Find the word "rows" in the data below and copy each line that holds it.
== Record extracts ==
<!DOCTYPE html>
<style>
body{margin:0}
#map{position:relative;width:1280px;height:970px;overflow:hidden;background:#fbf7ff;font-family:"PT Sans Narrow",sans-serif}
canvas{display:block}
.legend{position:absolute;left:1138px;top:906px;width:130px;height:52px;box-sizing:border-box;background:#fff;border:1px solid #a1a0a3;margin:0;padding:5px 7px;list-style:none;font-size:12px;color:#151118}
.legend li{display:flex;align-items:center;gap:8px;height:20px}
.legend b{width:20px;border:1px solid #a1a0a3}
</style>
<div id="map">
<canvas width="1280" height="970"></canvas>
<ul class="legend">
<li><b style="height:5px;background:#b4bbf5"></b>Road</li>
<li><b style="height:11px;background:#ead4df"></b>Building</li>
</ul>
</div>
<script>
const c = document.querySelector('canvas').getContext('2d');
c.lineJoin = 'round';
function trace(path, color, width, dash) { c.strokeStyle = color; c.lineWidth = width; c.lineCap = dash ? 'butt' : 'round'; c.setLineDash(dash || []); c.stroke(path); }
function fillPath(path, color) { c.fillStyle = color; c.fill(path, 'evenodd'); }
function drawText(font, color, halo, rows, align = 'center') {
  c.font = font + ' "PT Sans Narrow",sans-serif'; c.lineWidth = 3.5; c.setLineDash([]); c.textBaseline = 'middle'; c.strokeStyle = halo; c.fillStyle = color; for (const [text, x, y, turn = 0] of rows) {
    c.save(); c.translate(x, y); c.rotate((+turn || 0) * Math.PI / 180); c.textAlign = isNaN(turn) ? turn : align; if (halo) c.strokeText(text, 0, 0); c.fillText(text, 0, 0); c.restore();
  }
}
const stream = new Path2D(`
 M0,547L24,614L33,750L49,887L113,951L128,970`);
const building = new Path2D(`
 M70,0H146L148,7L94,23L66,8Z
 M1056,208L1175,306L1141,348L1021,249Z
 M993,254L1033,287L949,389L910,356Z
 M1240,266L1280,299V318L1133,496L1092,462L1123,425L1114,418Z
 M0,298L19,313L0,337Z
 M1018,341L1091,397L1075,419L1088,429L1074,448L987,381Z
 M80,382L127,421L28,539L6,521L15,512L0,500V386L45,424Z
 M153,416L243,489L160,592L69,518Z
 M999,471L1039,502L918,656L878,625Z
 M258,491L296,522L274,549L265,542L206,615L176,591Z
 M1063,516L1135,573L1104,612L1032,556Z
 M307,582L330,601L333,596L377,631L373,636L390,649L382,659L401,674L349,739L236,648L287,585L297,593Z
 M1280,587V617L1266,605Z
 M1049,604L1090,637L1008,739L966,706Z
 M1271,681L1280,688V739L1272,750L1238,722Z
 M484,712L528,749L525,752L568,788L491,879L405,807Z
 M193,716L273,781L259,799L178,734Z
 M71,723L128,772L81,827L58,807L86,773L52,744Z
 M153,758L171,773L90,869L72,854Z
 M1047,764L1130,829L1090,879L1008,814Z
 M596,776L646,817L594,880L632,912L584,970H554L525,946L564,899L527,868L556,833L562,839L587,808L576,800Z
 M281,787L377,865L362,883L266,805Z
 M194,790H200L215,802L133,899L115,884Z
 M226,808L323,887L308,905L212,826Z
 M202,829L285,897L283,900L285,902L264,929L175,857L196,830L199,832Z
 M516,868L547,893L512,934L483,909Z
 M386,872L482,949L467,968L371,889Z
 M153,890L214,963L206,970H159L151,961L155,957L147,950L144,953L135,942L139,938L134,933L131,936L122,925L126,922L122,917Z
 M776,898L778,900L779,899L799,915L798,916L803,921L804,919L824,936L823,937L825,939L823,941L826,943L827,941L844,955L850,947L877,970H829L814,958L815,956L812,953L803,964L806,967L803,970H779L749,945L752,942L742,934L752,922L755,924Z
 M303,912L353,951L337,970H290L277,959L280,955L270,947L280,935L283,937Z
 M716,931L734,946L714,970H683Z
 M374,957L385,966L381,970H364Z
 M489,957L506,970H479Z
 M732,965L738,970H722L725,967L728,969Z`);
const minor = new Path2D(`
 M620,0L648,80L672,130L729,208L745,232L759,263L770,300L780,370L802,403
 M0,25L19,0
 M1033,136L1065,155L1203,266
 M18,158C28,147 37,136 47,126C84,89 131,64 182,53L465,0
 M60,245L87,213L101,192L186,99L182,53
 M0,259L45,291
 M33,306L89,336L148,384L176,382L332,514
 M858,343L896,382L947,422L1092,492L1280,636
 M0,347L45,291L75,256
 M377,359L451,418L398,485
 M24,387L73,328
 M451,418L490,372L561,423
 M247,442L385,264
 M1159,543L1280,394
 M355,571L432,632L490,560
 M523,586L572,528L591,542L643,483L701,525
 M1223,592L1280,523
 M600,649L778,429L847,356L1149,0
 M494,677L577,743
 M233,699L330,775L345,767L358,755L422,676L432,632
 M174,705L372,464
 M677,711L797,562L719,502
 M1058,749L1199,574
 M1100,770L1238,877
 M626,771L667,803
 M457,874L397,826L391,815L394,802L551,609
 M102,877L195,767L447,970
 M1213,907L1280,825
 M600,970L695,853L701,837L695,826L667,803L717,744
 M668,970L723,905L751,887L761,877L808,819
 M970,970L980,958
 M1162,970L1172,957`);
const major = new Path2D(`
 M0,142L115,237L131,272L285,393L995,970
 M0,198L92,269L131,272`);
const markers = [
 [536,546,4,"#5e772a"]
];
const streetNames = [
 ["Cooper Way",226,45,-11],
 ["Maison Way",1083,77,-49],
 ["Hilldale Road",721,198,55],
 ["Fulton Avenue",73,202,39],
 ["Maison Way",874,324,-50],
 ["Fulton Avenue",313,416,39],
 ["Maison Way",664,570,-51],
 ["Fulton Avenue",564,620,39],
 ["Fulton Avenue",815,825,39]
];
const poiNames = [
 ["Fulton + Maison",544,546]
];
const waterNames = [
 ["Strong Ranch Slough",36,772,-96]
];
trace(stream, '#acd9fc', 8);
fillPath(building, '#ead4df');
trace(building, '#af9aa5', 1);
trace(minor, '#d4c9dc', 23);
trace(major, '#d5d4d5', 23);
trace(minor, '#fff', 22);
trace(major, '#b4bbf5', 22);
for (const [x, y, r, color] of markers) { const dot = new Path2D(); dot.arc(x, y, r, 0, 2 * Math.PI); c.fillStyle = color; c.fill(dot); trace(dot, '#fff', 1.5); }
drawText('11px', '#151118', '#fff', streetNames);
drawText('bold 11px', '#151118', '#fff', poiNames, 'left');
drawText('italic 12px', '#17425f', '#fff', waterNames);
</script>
===
Answer to this exercise:
function drawText(font, color, halo, rows, align = 'center') {
  c.font = font + ' "PT Sans Narrow",sans-serif'; c.lineWidth = 3.5; c.setLineDash([]); c.textBaseline = 'middle'; c.strokeStyle = halo; c.fillStyle = color; for (const [text, x, y, turn = 0] of rows) {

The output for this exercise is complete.